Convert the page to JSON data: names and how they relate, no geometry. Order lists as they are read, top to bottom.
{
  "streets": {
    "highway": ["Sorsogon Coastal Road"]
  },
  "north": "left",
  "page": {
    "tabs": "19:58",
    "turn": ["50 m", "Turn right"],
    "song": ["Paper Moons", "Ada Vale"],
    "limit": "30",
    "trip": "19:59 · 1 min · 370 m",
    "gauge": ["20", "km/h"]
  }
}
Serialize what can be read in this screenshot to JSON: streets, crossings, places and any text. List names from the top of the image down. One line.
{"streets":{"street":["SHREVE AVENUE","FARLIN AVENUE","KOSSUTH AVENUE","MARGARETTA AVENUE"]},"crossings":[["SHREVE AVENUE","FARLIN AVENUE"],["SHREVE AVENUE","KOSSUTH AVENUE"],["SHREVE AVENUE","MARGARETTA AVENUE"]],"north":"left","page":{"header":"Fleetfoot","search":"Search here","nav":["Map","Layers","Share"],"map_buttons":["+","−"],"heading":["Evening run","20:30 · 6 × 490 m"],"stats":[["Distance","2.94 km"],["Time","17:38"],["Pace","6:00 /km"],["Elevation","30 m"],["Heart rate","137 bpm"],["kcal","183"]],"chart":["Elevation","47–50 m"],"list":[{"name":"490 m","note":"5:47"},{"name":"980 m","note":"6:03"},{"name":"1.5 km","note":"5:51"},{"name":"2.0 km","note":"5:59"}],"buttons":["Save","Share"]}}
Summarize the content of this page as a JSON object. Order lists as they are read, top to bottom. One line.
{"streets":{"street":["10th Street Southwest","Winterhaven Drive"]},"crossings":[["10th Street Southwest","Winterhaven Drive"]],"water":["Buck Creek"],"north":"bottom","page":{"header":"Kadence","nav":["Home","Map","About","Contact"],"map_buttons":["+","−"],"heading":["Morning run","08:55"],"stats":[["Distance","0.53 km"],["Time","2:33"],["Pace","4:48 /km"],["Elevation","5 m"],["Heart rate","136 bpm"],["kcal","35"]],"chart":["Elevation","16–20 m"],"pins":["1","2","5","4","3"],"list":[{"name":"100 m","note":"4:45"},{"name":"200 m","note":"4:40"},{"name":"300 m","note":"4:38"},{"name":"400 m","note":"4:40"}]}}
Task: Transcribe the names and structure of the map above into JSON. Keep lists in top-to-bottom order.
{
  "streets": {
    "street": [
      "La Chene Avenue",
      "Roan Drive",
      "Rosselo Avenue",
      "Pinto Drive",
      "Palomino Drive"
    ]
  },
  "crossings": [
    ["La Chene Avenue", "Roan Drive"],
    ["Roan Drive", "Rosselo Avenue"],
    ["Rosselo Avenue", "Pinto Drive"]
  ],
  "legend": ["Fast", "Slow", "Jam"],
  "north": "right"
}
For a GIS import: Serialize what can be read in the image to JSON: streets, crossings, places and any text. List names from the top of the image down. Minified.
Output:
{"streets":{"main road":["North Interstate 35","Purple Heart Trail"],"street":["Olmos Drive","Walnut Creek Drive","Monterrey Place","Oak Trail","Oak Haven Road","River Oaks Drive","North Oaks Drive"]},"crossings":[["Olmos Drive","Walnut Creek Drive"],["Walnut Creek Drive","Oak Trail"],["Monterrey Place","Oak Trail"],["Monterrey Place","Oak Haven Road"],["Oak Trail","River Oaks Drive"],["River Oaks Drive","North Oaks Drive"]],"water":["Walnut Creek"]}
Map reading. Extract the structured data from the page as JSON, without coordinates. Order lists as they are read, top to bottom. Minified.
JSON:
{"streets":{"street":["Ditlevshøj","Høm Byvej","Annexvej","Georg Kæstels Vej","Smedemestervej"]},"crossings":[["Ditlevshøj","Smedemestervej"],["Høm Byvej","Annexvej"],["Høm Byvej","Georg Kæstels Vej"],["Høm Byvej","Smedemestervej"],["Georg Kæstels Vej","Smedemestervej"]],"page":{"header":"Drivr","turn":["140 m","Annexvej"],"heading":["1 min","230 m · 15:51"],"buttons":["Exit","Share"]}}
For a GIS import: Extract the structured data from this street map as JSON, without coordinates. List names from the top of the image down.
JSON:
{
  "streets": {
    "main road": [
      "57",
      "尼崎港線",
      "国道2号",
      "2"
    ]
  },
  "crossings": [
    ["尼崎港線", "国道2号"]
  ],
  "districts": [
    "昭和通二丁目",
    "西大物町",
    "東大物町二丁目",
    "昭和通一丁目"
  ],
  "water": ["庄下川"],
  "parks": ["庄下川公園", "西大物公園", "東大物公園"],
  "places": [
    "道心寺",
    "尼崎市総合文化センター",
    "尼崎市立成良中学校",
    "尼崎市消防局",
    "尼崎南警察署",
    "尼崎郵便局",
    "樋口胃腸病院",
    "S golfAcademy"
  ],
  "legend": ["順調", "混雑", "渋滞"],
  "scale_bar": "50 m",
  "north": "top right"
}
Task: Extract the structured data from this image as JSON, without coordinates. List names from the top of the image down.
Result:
::::::
## [Exercise objective]
From the listing above, extract all records word for word.

## [Worked solution]
Convert the page to JSON data: names and how they relate, no geometry. Order lists as they are read, top to bottom.
{
  "streets": {
    "highway": ["Sorsogon Coastal Road"]
  },
  "north": "left",
  "page": {
    "tabs": "19:58",
    "turn": ["50 m", "Turn right"],
    "song": ["Paper Moons", "Ada Vale"],
    "limit": "30",
    "trip": "19:59 · 1 min · 370 m",
    "gauge": ["20", "km/h"]
  }
}
Serialize what can be read in this screenshot to JSON: streets, crossings, places and any text. List names from the top of the image down. One line.
{"streets":{"street":["SHREVE AVENUE","FARLIN AVENUE","KOSSUTH AVENUE","MARGARETTA AVENUE"]},"crossings":[["SHREVE AVENUE","FARLIN AVENUE"],["SHREVE AVENUE","KOSSUTH AVENUE"],["SHREVE AVENUE","MARGARETTA AVENUE"]],"north":"left","page":{"header":"Fleetfoot","search":"Search here","nav":["Map","Layers","Share"],"map_buttons":["+","−"],"heading":["Evening run","20:30 · 6 × 490 m"],"stats":[["Distance","2.94 km"],["Time","17:38"],["Pace","6:00 /km"],["Elevation","30 m"],["Heart rate","137 bpm"],["kcal","183"]],"chart":["Elevation","47–50 m"],"list":[{"name":"490 m","note":"5:47"},{"name":"980 m","note":"6:03"},{"name":"1.5 km","note":"5:51"},{"name":"2.0 km","note":"5:59"}],"buttons":["Save","Share"]}}
Summarize the content of this page as a JSON object. Order lists as they are read, top to bottom. One line.
{"streets":{"street":["10th Street Southwest","Winterhaven Drive"]},"crossings":[["10th Street Southwest","Winterhaven Drive"]],"water":["Buck Creek"],"north":"bottom","page":{"header":"Kadence","nav":["Home","Map","About","Contact"],"map_buttons":["+","−"],"heading":["Morning run","08:55"],"stats":[["Distance","0.53 km"],["Time","2:33"],["Pace","4:48 /km"],["Elevation","5 m"],["Heart rate","136 bpm"],["kcal","35"]],"chart":["Elevation","16–20 m"],"pins":["1","2","5","4","3"],"list":[{"name":"100 m","note":"4:45"},{"name":"200 m","note":"4:40"},{"name":"300 m","note":"4:38"},{"name":"400 m","note":"4:40"}]}}
Task: Transcribe the names and structure of the map above into JSON. Keep lists in top-to-bottom order.
{
  "streets": {
    "street": [
      "La Chene Avenue",
      "Roan Drive",
      "Rosselo Avenue",
      "Pinto Drive",
      "Palomino Drive"
    ]
  },
  "crossings": [
    ["La Chene Avenue", "Roan Drive"],
    ["Roan Drive", "Rosselo Avenue"],
    ["Rosselo Avenue", "Pinto Drive"]
  ],
  "legend": ["Fast", "Slow", "Jam"],
  "north": "right"
}
For a GIS import: Serialize what can be read in the image to JSON: streets, crossings, places and any text. List names from the top of the image down. Minified.
Output:
{"streets":{"main road":["North Interstate 35","Purple Heart Trail"],"street":["Olmos Drive","Walnut Creek Drive","Monterrey Place","Oak Trail","Oak Haven Road","River Oaks Drive","North Oaks Drive"]},"crossings":[["Olmos Drive","Walnut Creek Drive"],["Walnut Creek Drive","Oak Trail"],["Monterrey Place","Oak Trail"],["Monterrey Place","Oak Haven Road"],["Oak Trail","River Oaks Drive"],["River Oaks Drive","North Oaks Drive"]],"water":["Walnut Creek"]}
Map reading. Extract the structured data from the page as JSON, without coordinates. Order lists as they are read, top to bottom. Minified.
JSON:
{"streets":{"street":["Ditlevshøj","Høm Byvej","Annexvej","Georg Kæstels Vej","Smedemestervej"]},"crossings":[["Ditlevshøj","Smedemestervej"],["Høm Byvej","Annexvej"],["Høm Byvej","Georg Kæstels Vej"],["Høm Byvej","Smedemestervej"],["Georg Kæstels Vej","Smedemestervej"]],"page":{"header":"Drivr","turn":["140 m","Annexvej"],"heading":["1 min","230 m · 15:51"],"buttons":["Exit","Share"]}}
For a GIS import: Extract the structured data from this street map as JSON, without coordinates. List names from the top of the image down.
JSON:
{
  "streets": {
    "main road": [
      "57",
      "尼崎港線",
      "国道2号",
      "2"
    ]
  },
  "crossings": [
    ["尼崎港線", "国道2号"]
  ],
  "districts": [
    "昭和通二丁目",
    "西大物町",
    "東大物町二丁目",
    "昭和通一丁目"
  ],
  "water": ["庄下川"],
  "parks": ["庄下川公園", "西大物公園", "東大物公園"],
  "places": [
    "道心寺",
    "尼崎市総合文化センター",
    "尼崎市立成良中学校",
    "尼崎市消防局",
    "尼崎南警察署",
    "尼崎郵便局",
    "樋口胃腸病院",
    "S golfAcademy"
  ],
  "legend": ["順調", "混雑", "渋滞"],
  "scale_bar": "50 m",
  "north": "top right"
}
Task: Extract the structured data from this image as JSON, without coordinates. List names from the top of the image down.
Result:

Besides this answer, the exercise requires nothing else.